## Prompt
Which lines of the records below contain the word "into"? Copy each of them out.

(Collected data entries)
- - -

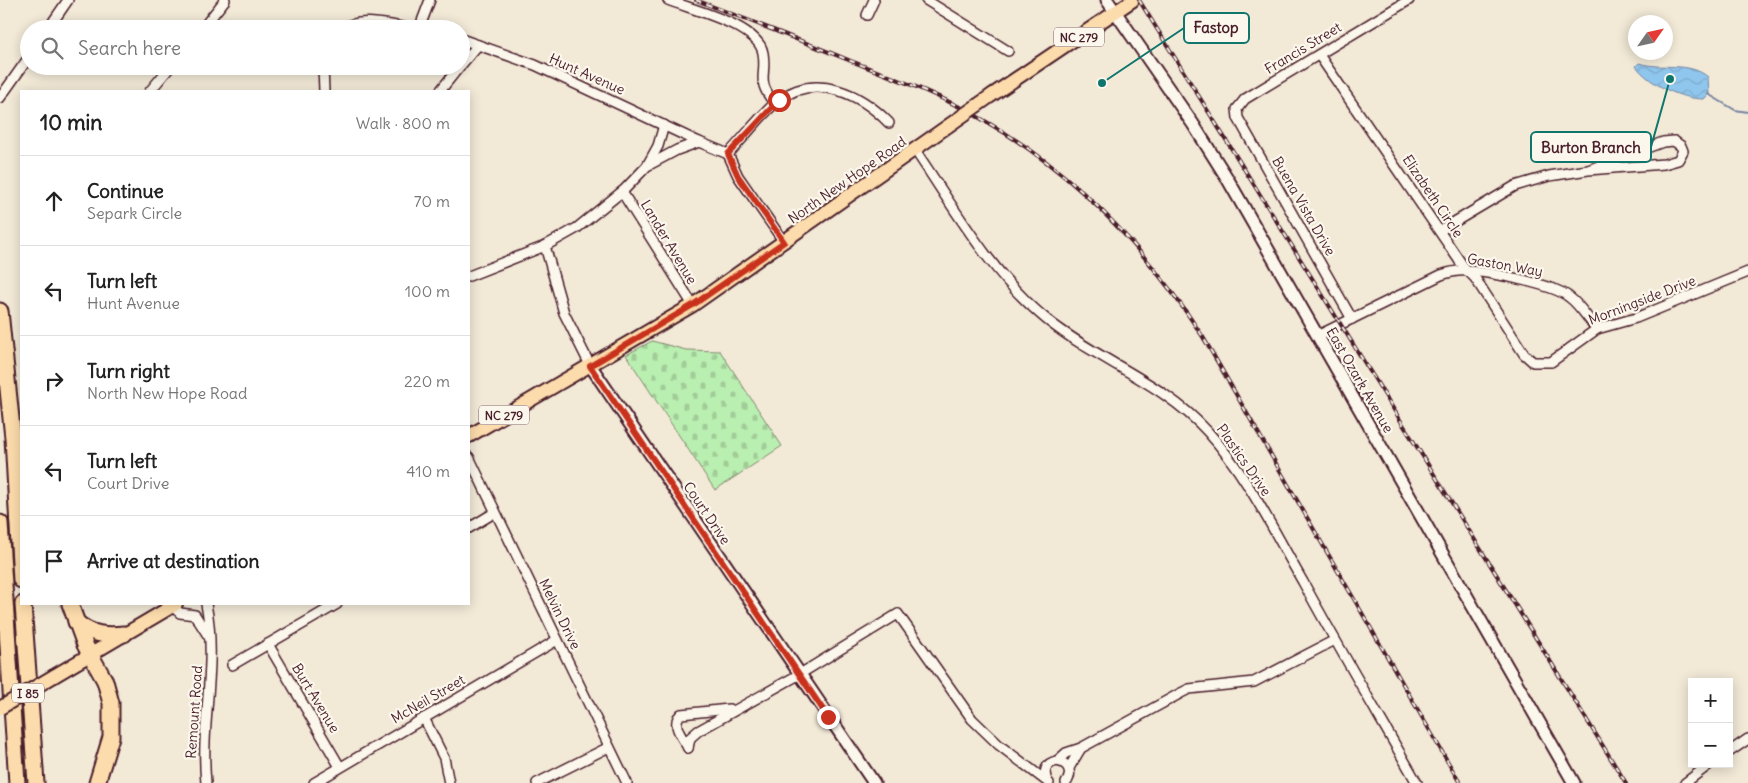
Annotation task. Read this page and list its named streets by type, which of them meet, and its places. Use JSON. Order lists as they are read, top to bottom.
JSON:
{
  "streets": {
    "highway": ["I 85"],
    "main road": [
      "NC 279",
      "North New Hope Road",
      "East Ozark Avenue",
      "Court Drive"
    ],
    "street": [
      "Francis Street",
      "Hunt Avenue",
      "Elizabeth Circle",
      "Buena Vista Drive",
      "Lander Avenue",
      "Gaston Way",
      "Morningside Drive",
      "Plastics Drive",
      "Melvin Drive",
      "Burt Avenue",
      "McNeil Street",
      "Remount Road"
    ]
  },
  "crossings": [
    ["Francis Street", "Elizabeth Circle"],
    ["Francis Street", "Buena Vista Drive"],
    ["North New Hope Road", "Lander Avenue"],
    ["North New Hope Road", "East Ozark Avenue"],
    ["North New Hope Road", "Plastics Drive"],
    ["North New Hope Road", "Court Drive"],
    ["Elizabeth Circle", "Gaston Way"],
    ["Elizabeth Circle", "Morningside Drive"],
    ["Buena Vista Drive", "Gaston Way"],
    ["Gaston Way", "Morningside Drive"],
    ["Gaston Way", "East Ozark Avenue"],
    ["Melvin Drive", "McNeil Street"],
    ["Burt Avenue", "McNeil Street"]
  ],
  "places": ["Burton Branch", "Fastop"],
  "north": "top right",
  "page": {
    "search": "Search here",
    "heading": ["10 min", "Walk · 800 m"],
    "list": [
      ["Continue", "Separk Circle", "70 m"],
      ["Turn left", "Hunt Avenue", "100 m"],
      ["Turn right", "North New Hope Road", "220 m"],
      ["Turn left", "Court Drive", "410 m"],
      "Arrive at destination"
    ],
    "map_buttons": ["+", "−"]
  }
}
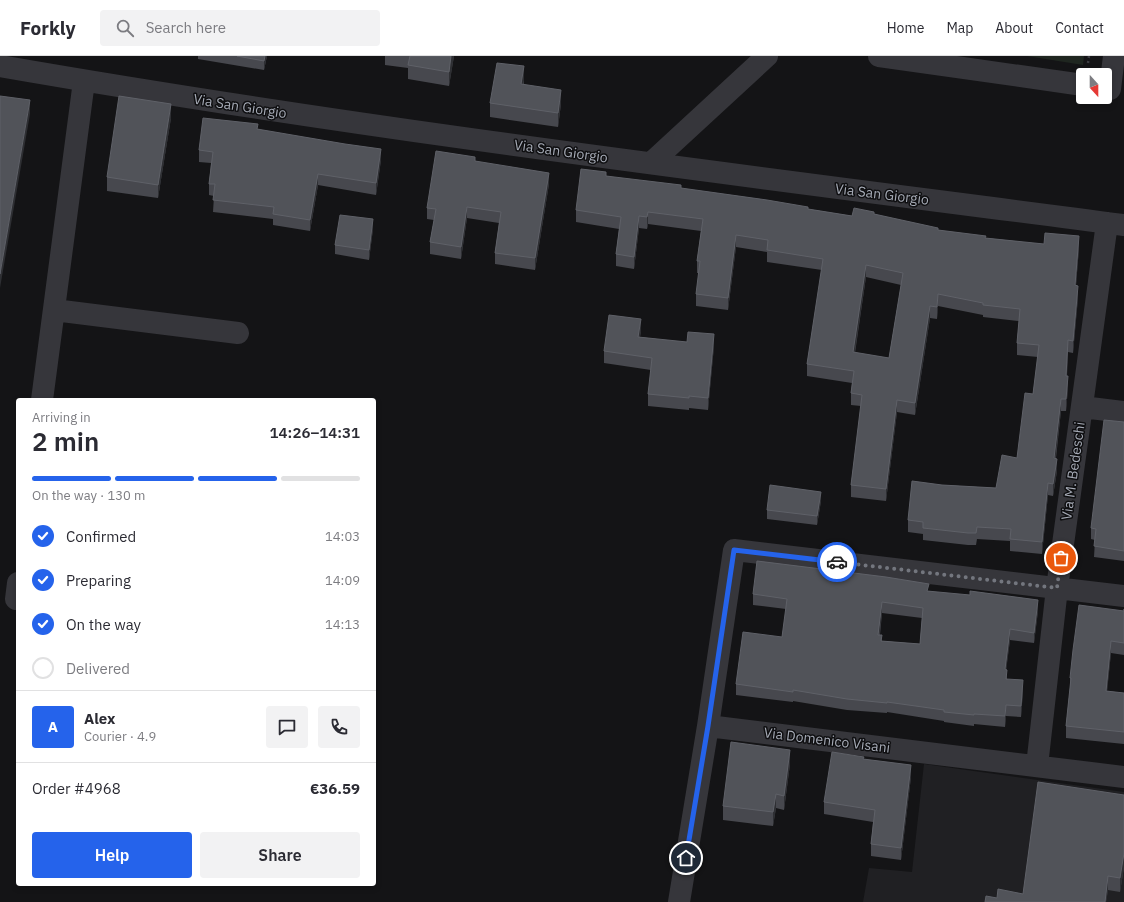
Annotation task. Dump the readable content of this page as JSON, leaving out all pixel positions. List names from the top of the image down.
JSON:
{
  "streets": {
    "street": ["Via San Giorgio", "Via M. Bedeschi", "Via Domenico Visani"]
  },
  "crossings": [
    ["Via San Giorgio", "Via M. Bedeschi"],
    ["Via M. Bedeschi", "Via Domenico Visani"]
  ],
  "north": "bottom",
  "page": {
    "header": "Forkly",
    "search": "Search here",
    "nav": [
      "Home",
      "Map",
      "About",
      "Contact"
    ],
    "heading": ["2 min", "Arriving in", "14:26–14:31"],
    "panel": [
      "Alex",
      "Courier · 4.9",
      "Order #4968",
      "€36.59"
    ],
    "bar": "On the way · 130 m",
    "list": [
      ["Confirmed", "14:03"],
      ["Preparing", "14:09"],
      ["On the way", "14:13"],
      "Delivered"
    ],
    "round": "A",
    "buttons": ["Help", "Share"]
  }
}
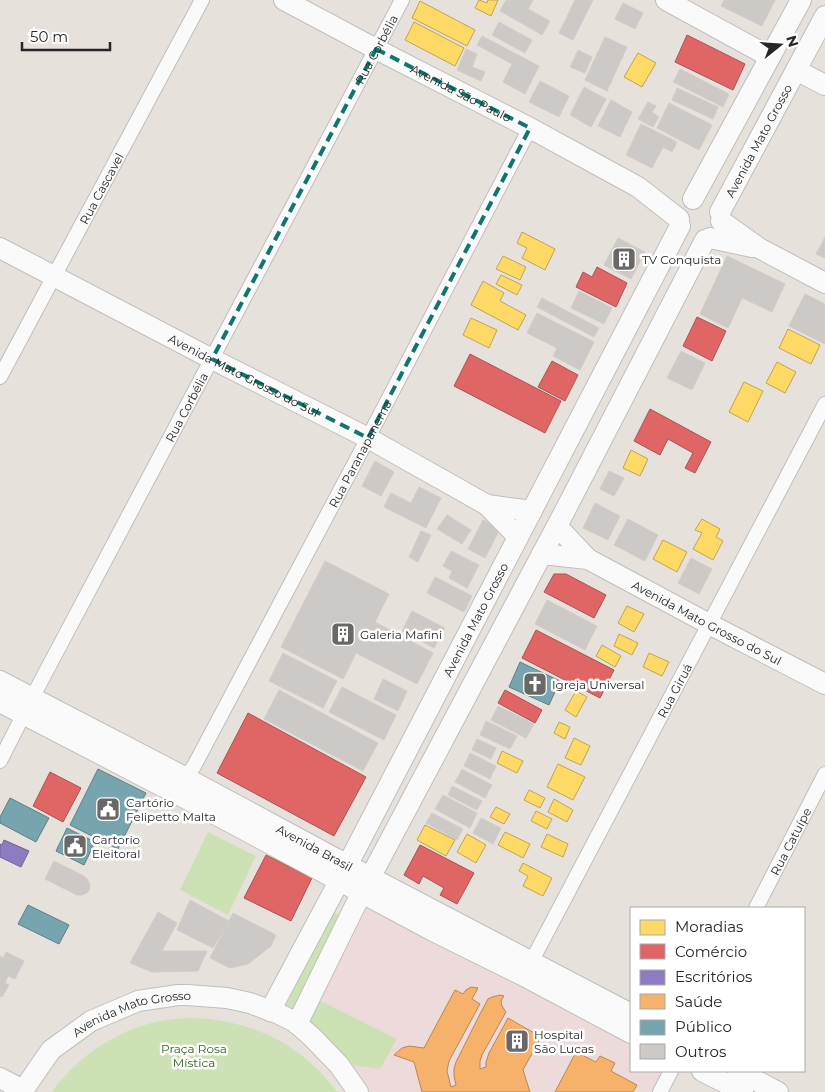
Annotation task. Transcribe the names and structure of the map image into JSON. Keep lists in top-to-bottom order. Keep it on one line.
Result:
{"streets":{"main road":["Avenida São Paulo","Avenida Mato Grosso","Avenida Mato Grosso do Sul","Avenida Brasil"],"street":["Rua Corbélia","Rua Cascavel","Rua Paranapanema","Rua Giruá","Rua Catuípe"]},"crossings":[["Rua Corbélia","Avenida São Paulo"],["Rua Corbélia","Avenida Mato Grosso do Sul"],["Rua Corbélia","Avenida Brasil"],["Avenida São Paulo","Avenida Mato Grosso"],["Avenida São Paulo","Rua Paranapanema"],["Avenida Mato Grosso","Avenida Brasil"],["Rua Cascavel","Avenida Mato Grosso do Sul"],["Avenida Mato Grosso do Sul","Rua Paranapanema"],["Avenida Mato Grosso do Sul","Rua Giruá"],["Rua Paranapanema","Avenida Brasil"],["Rua Giruá","Avenida Brasil"]],"parks":["Praça Rosa Mística"],"places":{"building":["TV Conquista","Galeria Mafini","Hospital São Lucas"],"church":["Igreja Universal"],"public building":["Cartório Felipetto Malta","Cartorio Eleitoral"]},"legend":["Moradias","Comércio","Escritórios","Saúde","Público","Outros"],"scale_bar":"50 m","north":"right"}
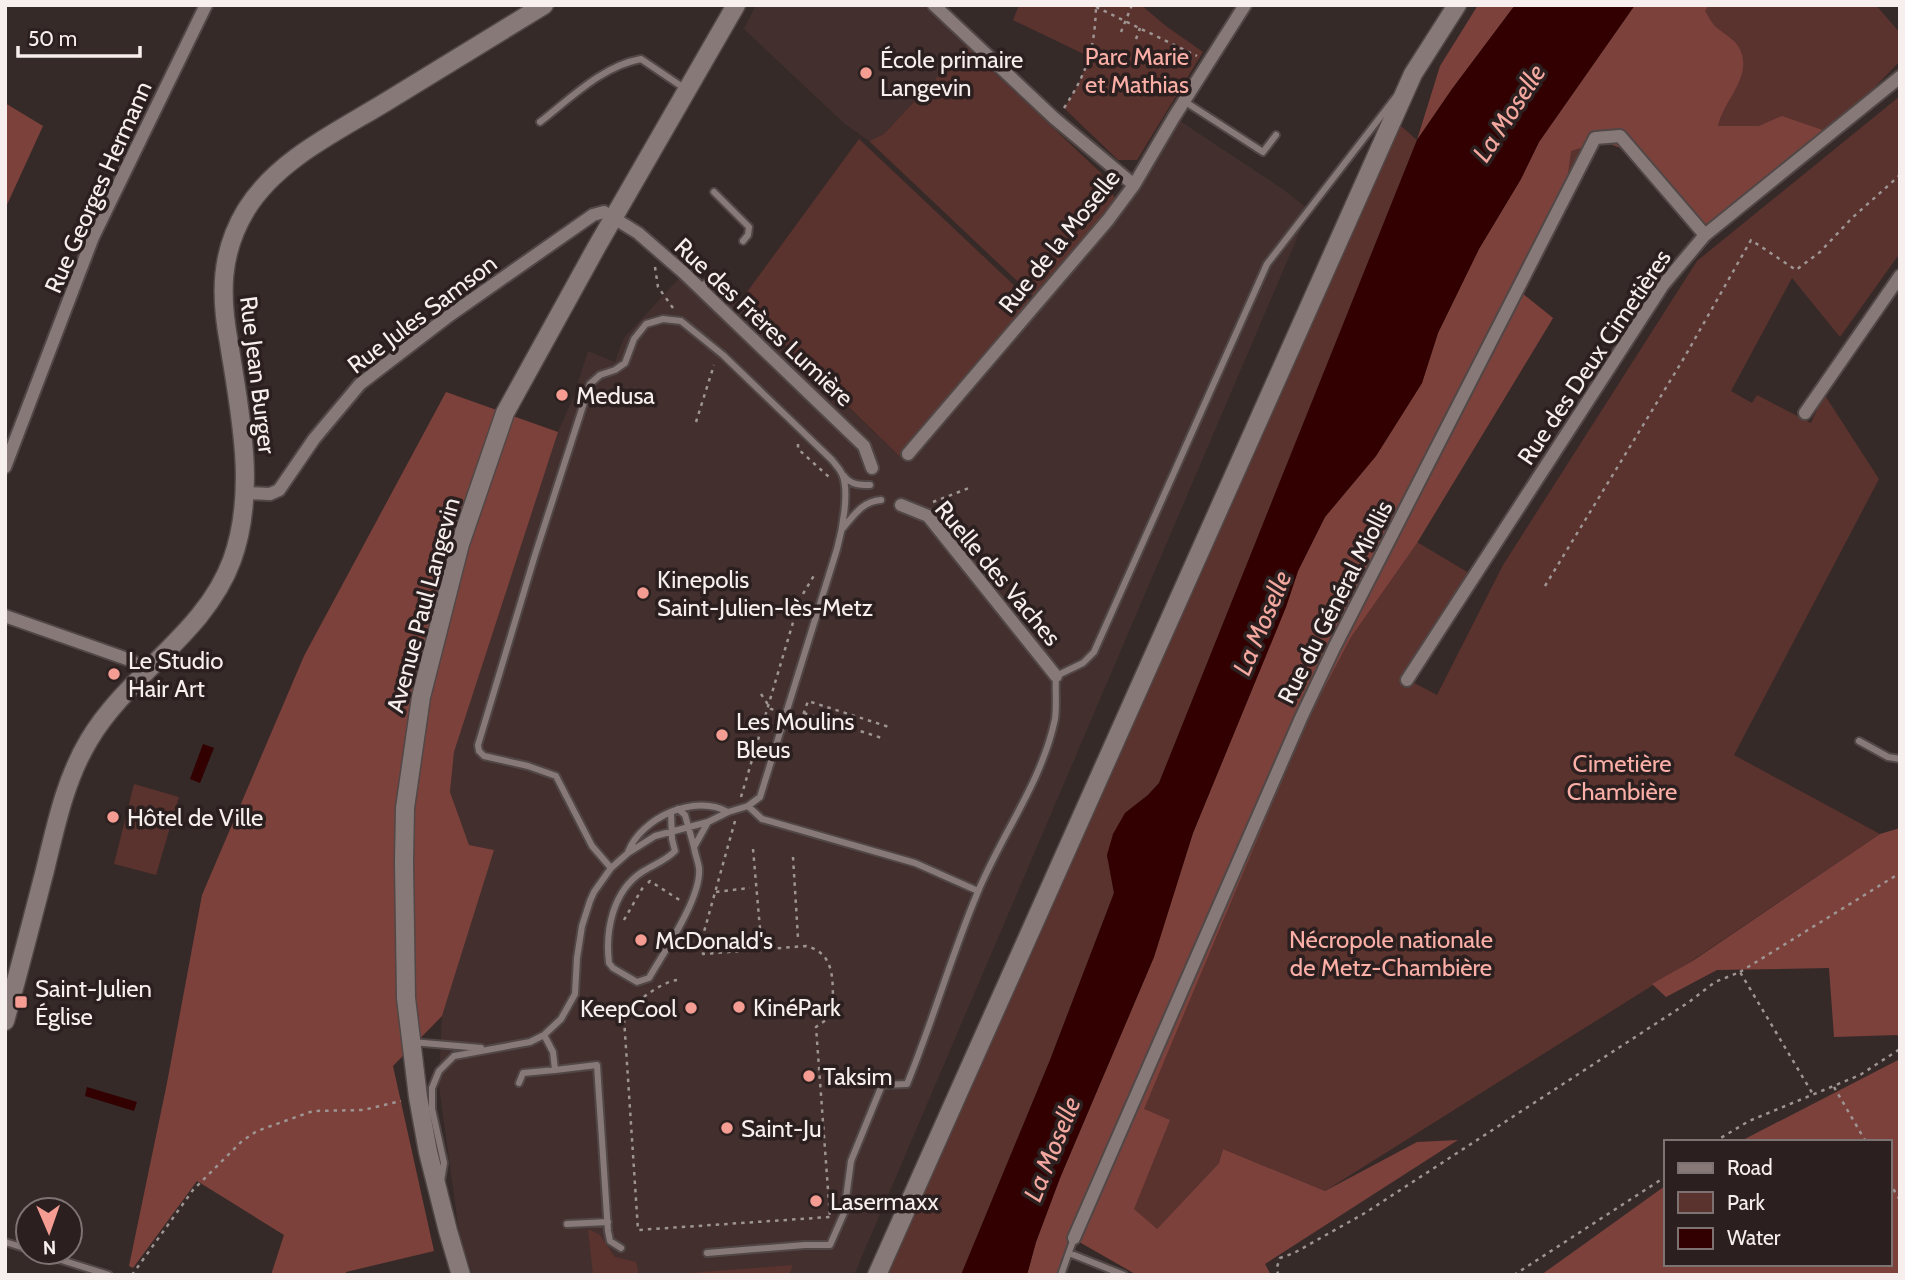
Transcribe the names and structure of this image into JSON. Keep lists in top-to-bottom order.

- - -

## Your response
Annotation task. Transcribe the names and structure of the map image into JSON. Keep lists in top-to-bottom order. Keep it on one line.
Transcribe the names and structure of this image into JSON. Keep lists in top-to-bottom order.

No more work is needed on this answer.